Le 3 mars je renchérissais :
«J’ai terminé mon cours de technologie en racontant ce que je vous ai écrit dans ma dernière lettre en opposant les zootechniciens d’Occident aux horticulteurs d’Extr.-Or. Un des auditeurs professeur à l’école de droit m’a dit que précisément les derniers travaux sur le droit romain montrent que la notion de « mancipium » qui comprend: esclaves, chevaux, bovins… désigne les êtres sur lesquels on a un pouvoir de commandement (H. Lévy-Bruhl doit être au courant). Ainsi Les Hébreux sur le plan religieux, les Grecs sur le plan philosophique, les Latins sur le plan juridique reflètent le même « genre de vie ». Je viens de parcourir Ellsworth Huntington Mainspring of Civilisation (1945), il est amusant de voir qu’à (page 105) cause de son farouche racisme, il passe à côté des problèmes sans les voir. Il ne déclare pas être le plus intelligent des Américains, mais il est convaincu que les Américains sont plus intelligents que les Européens puisque ce sont les Européens les plus intelligents qui ont eu l’idée d’aller peupler l’Amérique. Tout son travail est à refaire: on ne peut comparer les races qu’à égalité de structure sociale et de climat, on ne peut apprécier l’influence du climat qu’à égalité de race et de structure sociale !
Je pense que Poirier renouvelle mes cotisations : Société de biogéographie – A.T.S., Syndicat, Société de Linguistique, Société Asiatique, Société Océanistes, Groupe d’étude Chamito-sémitique, Féd. Folklorique d’île de France, vous êtes au courant de toutes ces sociétés, vous pouvez le renseigner. A partir du 7 mon adresse chez M. Lecomte à Dan Kia, Dalat, P.M.S.I. Bien cordialement AGH.
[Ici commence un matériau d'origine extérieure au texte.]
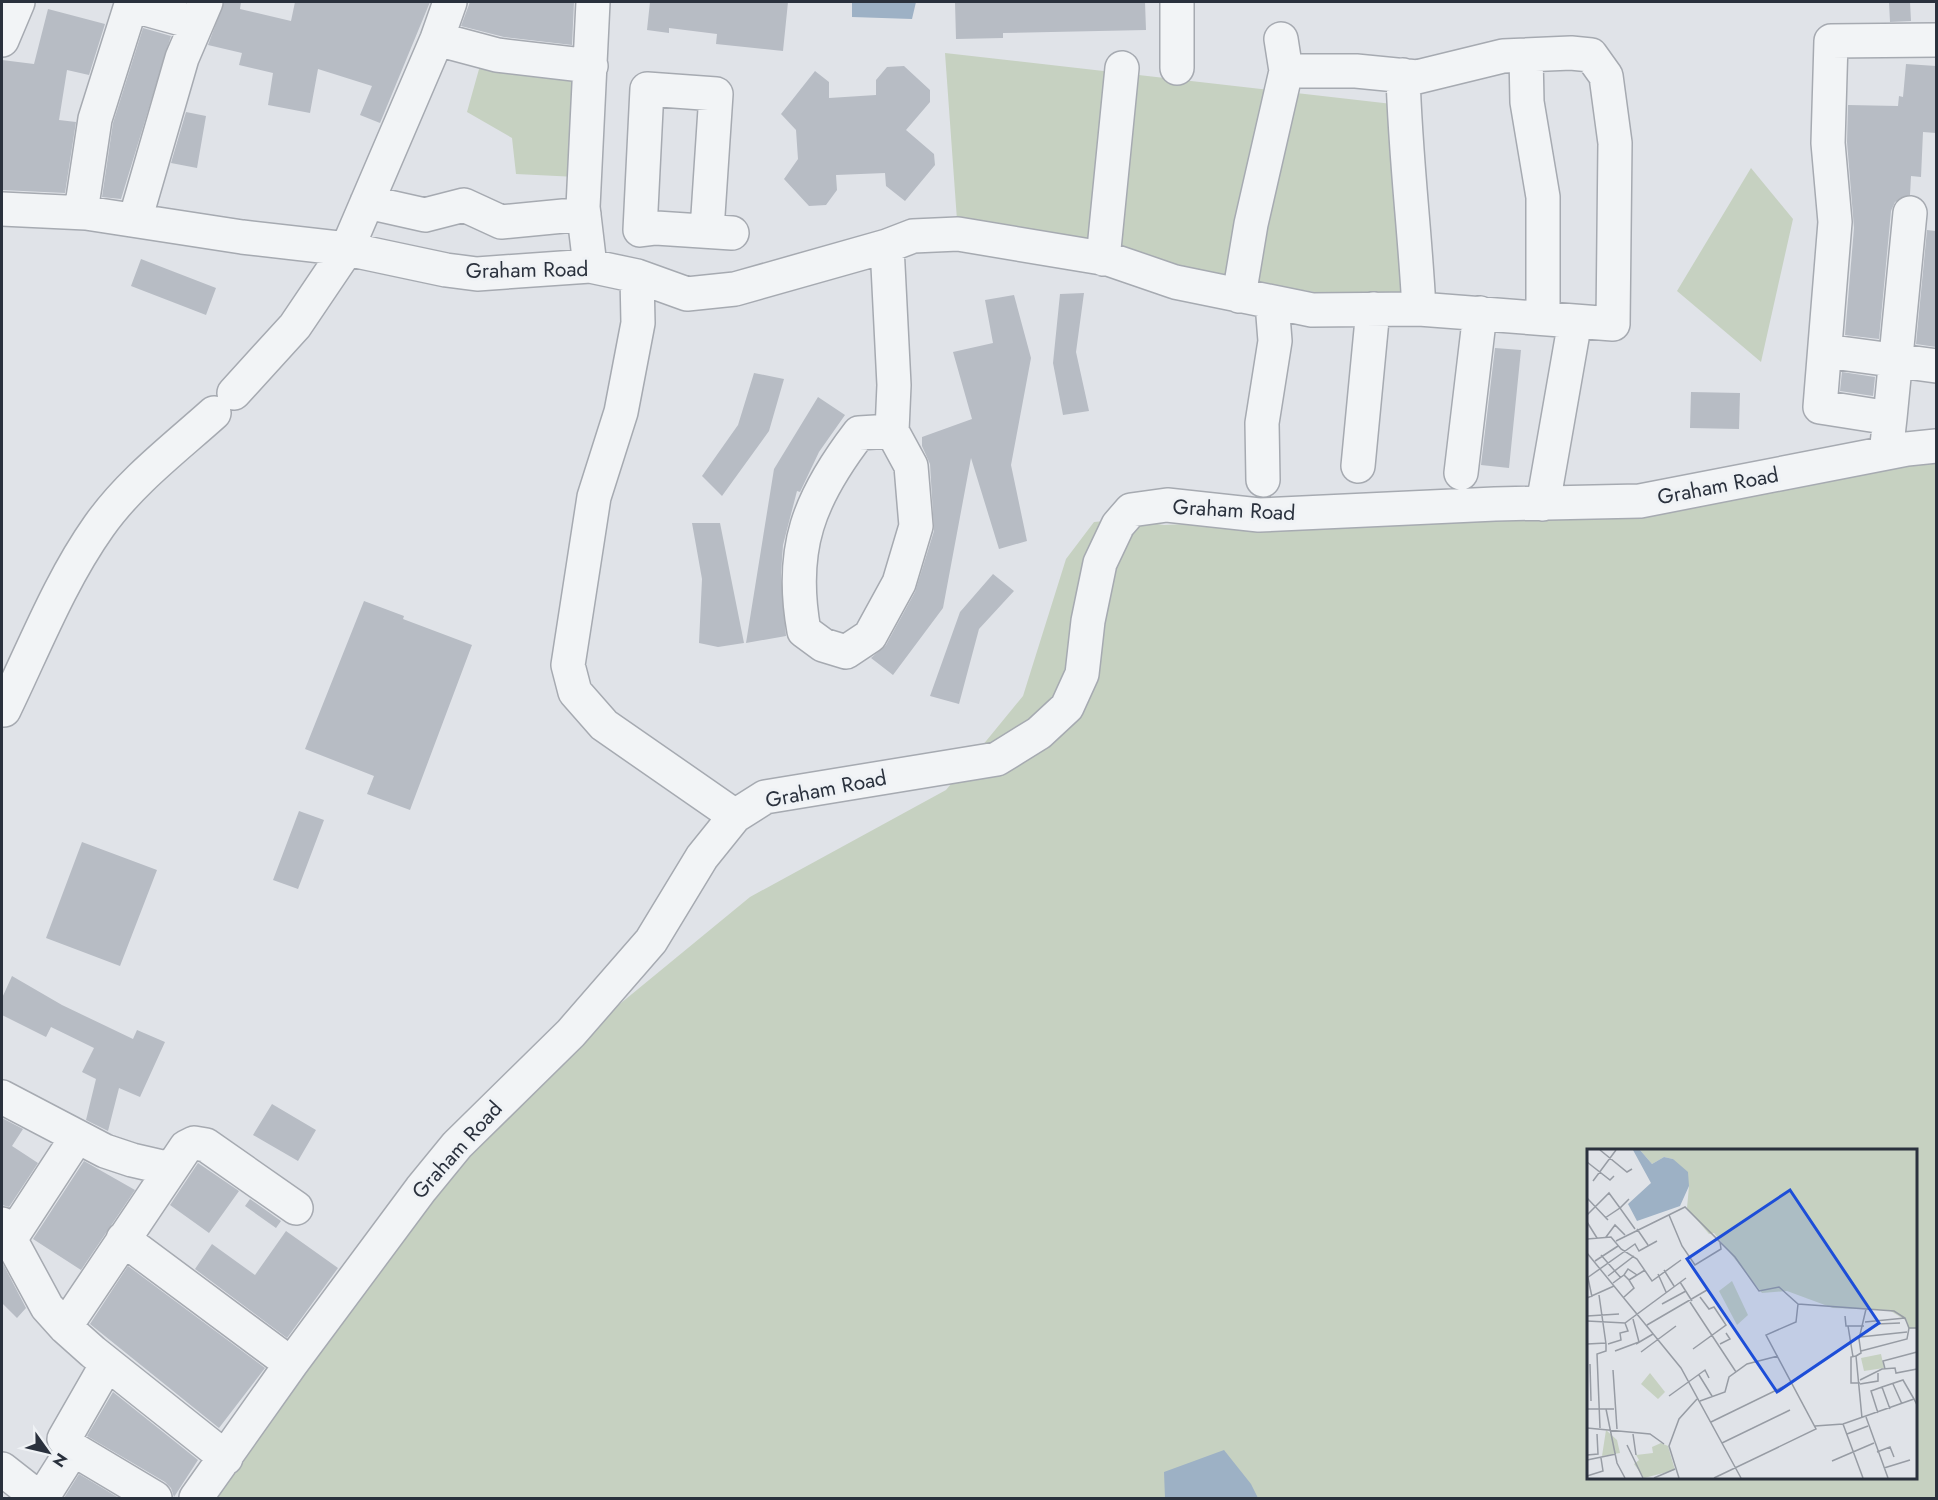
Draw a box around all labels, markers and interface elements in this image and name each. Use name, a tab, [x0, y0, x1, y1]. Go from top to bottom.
street label: Graham Road	[465, 254, 589, 286]
street label: Graham Road	[1655, 460, 1781, 512]
street label: Graham Road	[1172, 492, 1296, 528]
street label: Graham Road	[763, 763, 889, 815]
street label: Graham Road	[405, 1094, 509, 1206]
inset map	[1587, 1149, 1917, 1479]
north arrow	[18, 1422, 78, 1482]
text: N	[47, 1448, 73, 1472]

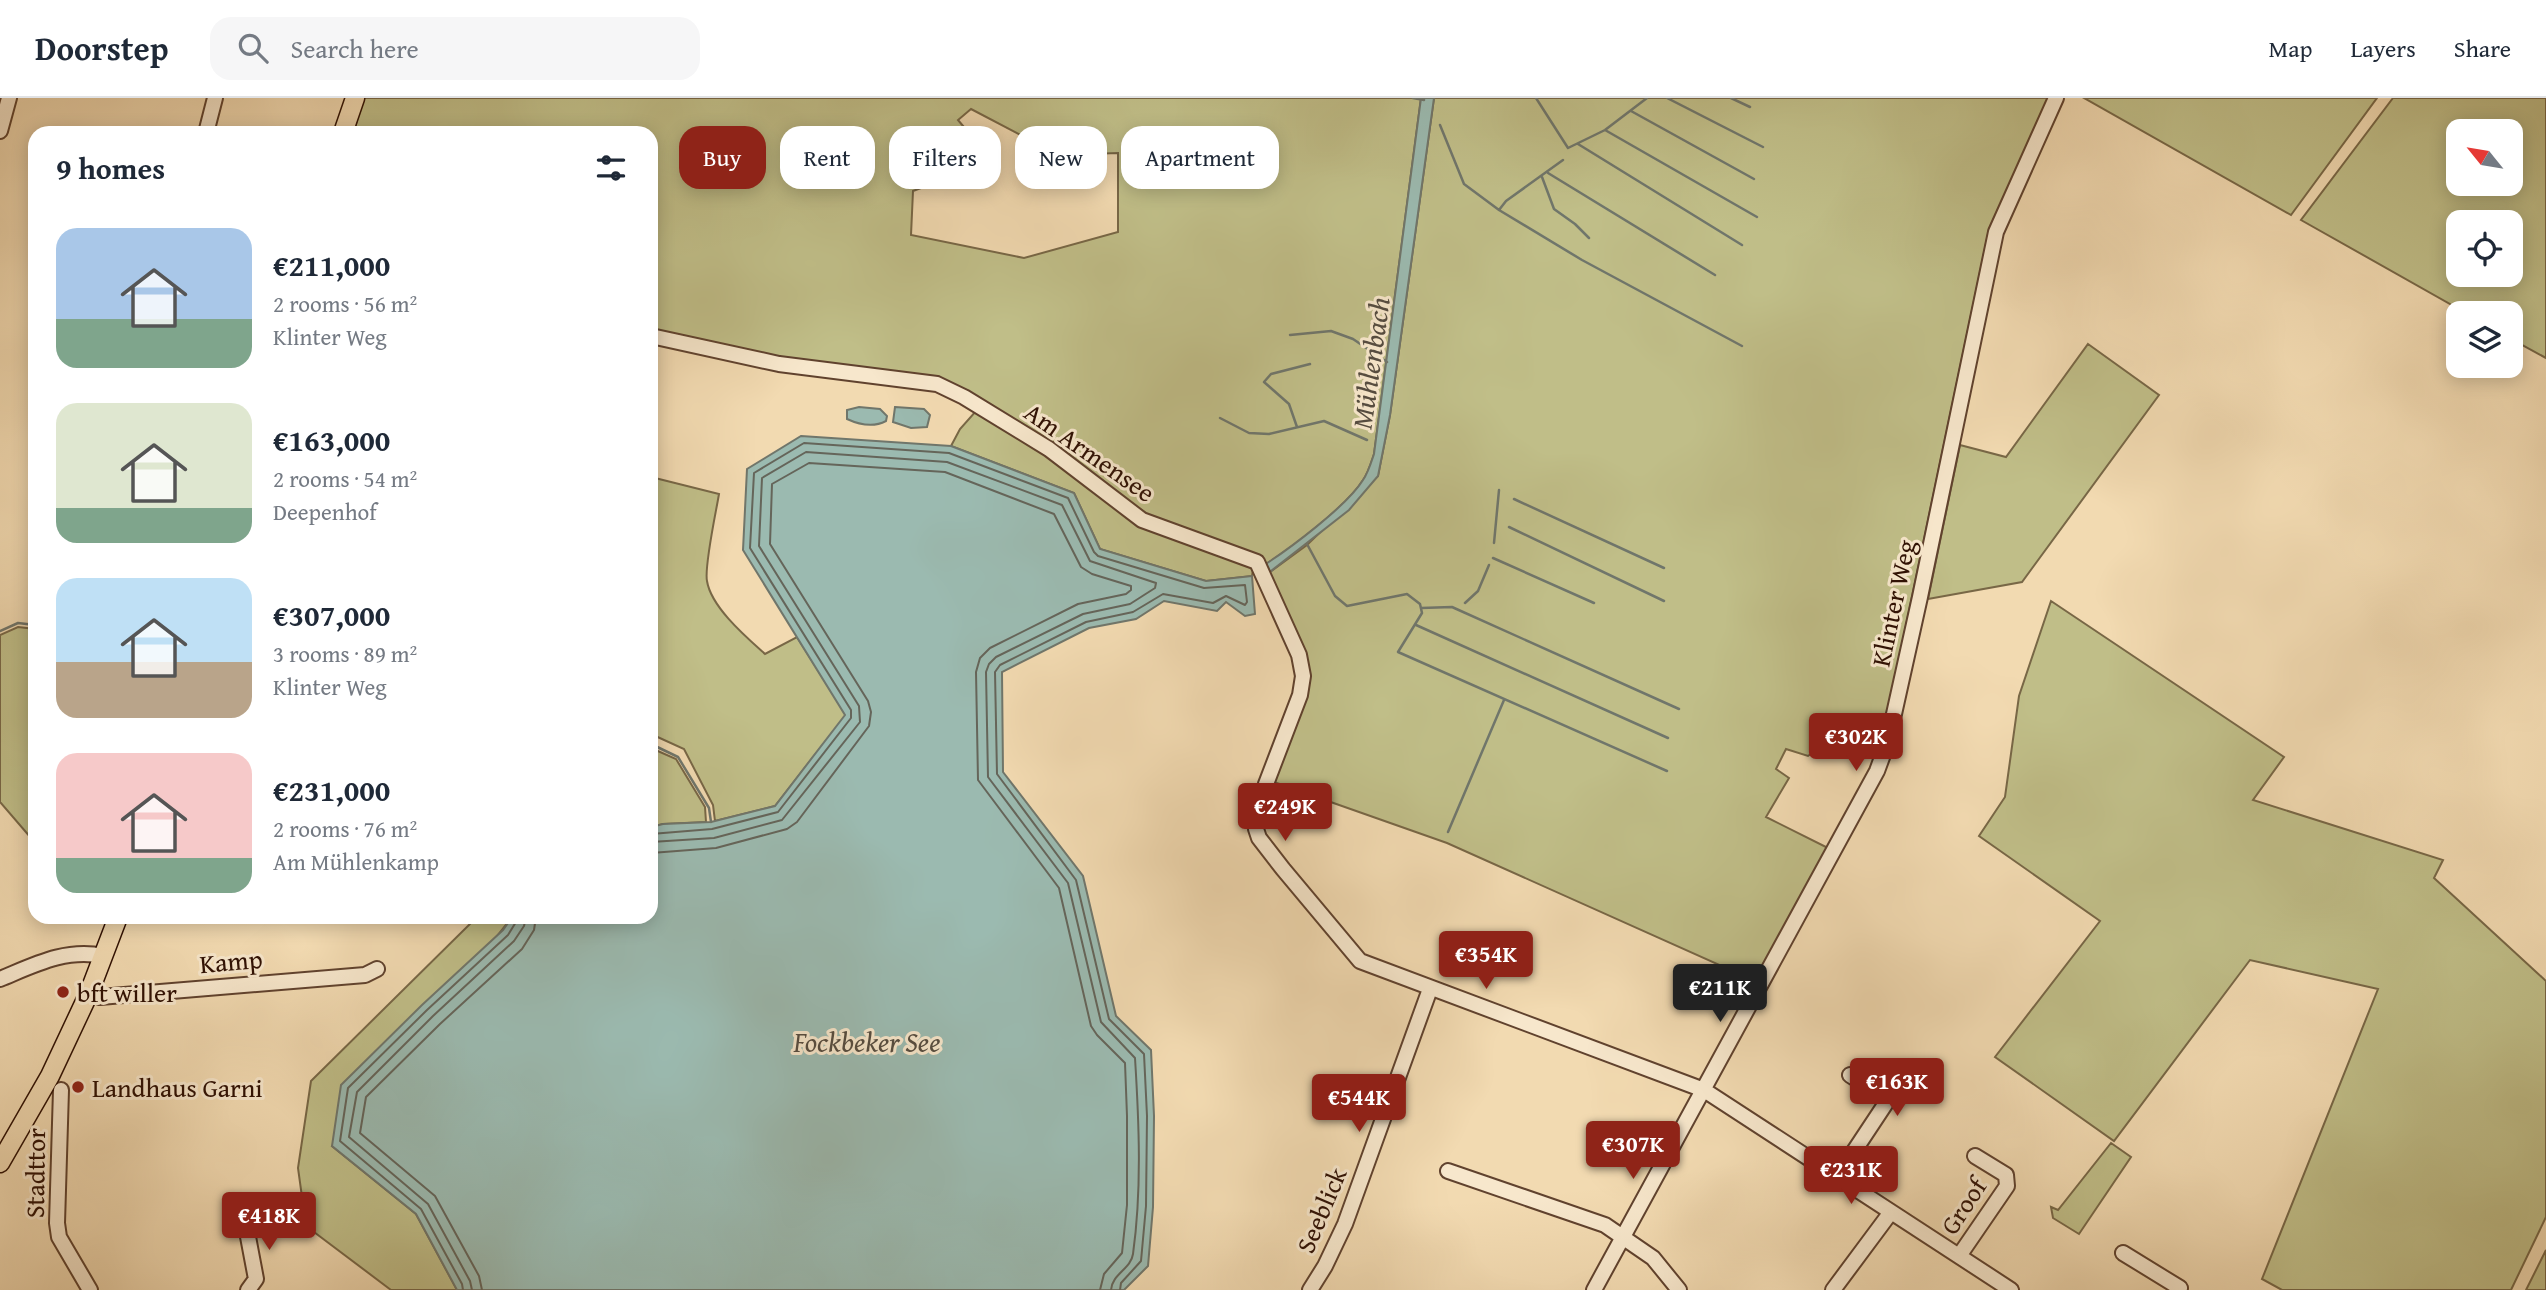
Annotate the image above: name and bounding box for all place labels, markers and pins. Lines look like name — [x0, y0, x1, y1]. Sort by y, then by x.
pin: €302K — [1807, 714, 1905, 773]
pin: €249K — [1236, 784, 1334, 843]
pin: €354K — [1437, 932, 1535, 991]
pin: €211K — [1671, 964, 1769, 1024]
place label: bft willer — [77, 973, 177, 1012]
marker: bft willer — [55, 984, 71, 1000]
pin: €163K — [1848, 1058, 1946, 1118]
place label: Landhaus Garni — [92, 1068, 263, 1107]
pin: €544K — [1310, 1074, 1408, 1134]
marker: Landhaus Garni — [70, 1079, 86, 1095]
pin: €307K — [1584, 1122, 1682, 1181]
pin: €231K — [1802, 1146, 1900, 1206]
pin: €418K — [220, 1192, 318, 1252]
La caisse de livres n’est toujours pas arrivée Fâcheuse idée que j’ai eu! car tous les paquets arrivent.»
Un peu plus haut, j’avais annoncé la venue d’un sinologue «ouvert», Jacques Gernet, aujourd’hui professeur au Collège de France. Je lui avais parlé de mes idées et de mes conceptions des peuples Pasteurs et des peuples Jardiniers. Quelques années plus tard il utilisa nos discussions dans un article intitulé «Comportement en Chine archaïque» (Annales, janv.-mars 1952) dans lequel il montrait comment technique, genre de vie et comportement étaient étroitement associés dans la Chine archaïque. Il citait une histoire empruntée à Houai-Nan-Tseu (IIe siècle av. J.-C.), tout à fait significative du mécanisme de l’échange en Chine:
«Le duc Mou de Ts’in avait perdu son cheval et le cherchait partout lorsqu’il rencontra soudain des paysans en (page 106) train de le manger. Au lieu de s’emporter, le duc Mou leur offrit à boire, leur disant «savez-vous que cela fait du mal de manger du cheval sans boire de vin». L’année suivante, en mauvaise posture dans un combat, il fut sauvé par ces mêmes paysans.»
Pour ma part, j’attendrai dix ans de plus que Gernet et mon passage en Nouvelle-Calédonie pour publier un article que j’intitulerai «Domestication des animaux, culture des plantes et traitement d’autrui» (HTbo 1962).